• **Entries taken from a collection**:
>>>>>

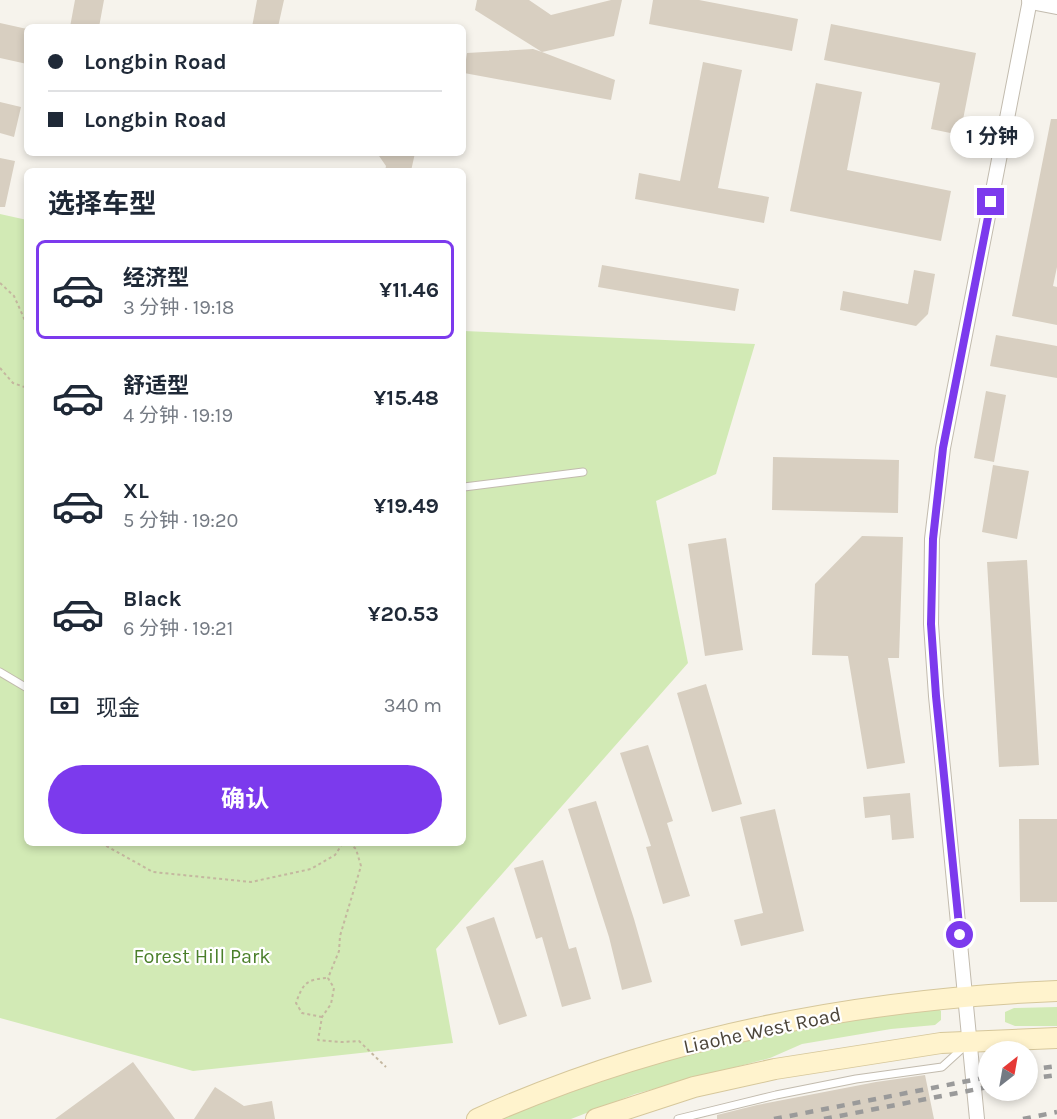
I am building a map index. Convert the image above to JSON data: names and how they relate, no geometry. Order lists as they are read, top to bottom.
{
  "streets": {
    "main road": ["Liaohe West Road"]
  },
  "parks": ["Forest Hill Park"],
  "north": "top right",
  "page": {
    "banner": ["Longbin Road", "Longbin Road"],
    "bubble": "1 分钟",
    "heading": "选择车型",
    "list": [
      {
        "name": "经济型",
        "note": "3 分钟 · 19:18",
        "value": "¥11.46"
      },
      {
        "name": "舒适型",
        "note": "4 分钟 · 19:19",
        "value": "¥15.48"
      },
      {
        "name": "XL",
        "note": "5 分钟 · 19:20",
        "value": "¥19.49"
      },
      {
        "name": "Black",
        "note": "6 分钟 · 19:21",
        "value": "¥20.53"
      }
    ],
    "pay": ["现金", "340 m"],
    "buttons": "确认"
  }
}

<<<<<

• **EXERCISE GOAL**: Return every record exactly, minus the pictures.

• **REPLY TO THE TASK**:
I am building a map index. Convert the image above to JSON data: names and how they relate, no geometry. Order lists as they are read, top to bottom.
{
  "streets": {
    "main road": ["Liaohe West Road"]
  },
  "parks": ["Forest Hill Park"],
  "north": "top right",
  "page": {
    "banner": ["Longbin Road", "Longbin Road"],
    "bubble": "1 分钟",
    "heading": "选择车型",
    "list": [
      {
        "name": "经济型",
        "note": "3 分钟 · 19:18",
        "value": "¥11.46"
      },
      {
        "name": "舒适型",
        "note": "4 分钟 · 19:19",
        "value": "¥15.48"
      },
      {
        "name": "XL",
        "note": "5 分钟 · 19:20",
        "value": "¥19.49"
      },
      {
        "name": "Black",
        "note": "6 分钟 · 19:21",
        "value": "¥20.53"
      }
    ],
    "pay": ["现金", "340 m"],
    "buttons": "确认"
  }
}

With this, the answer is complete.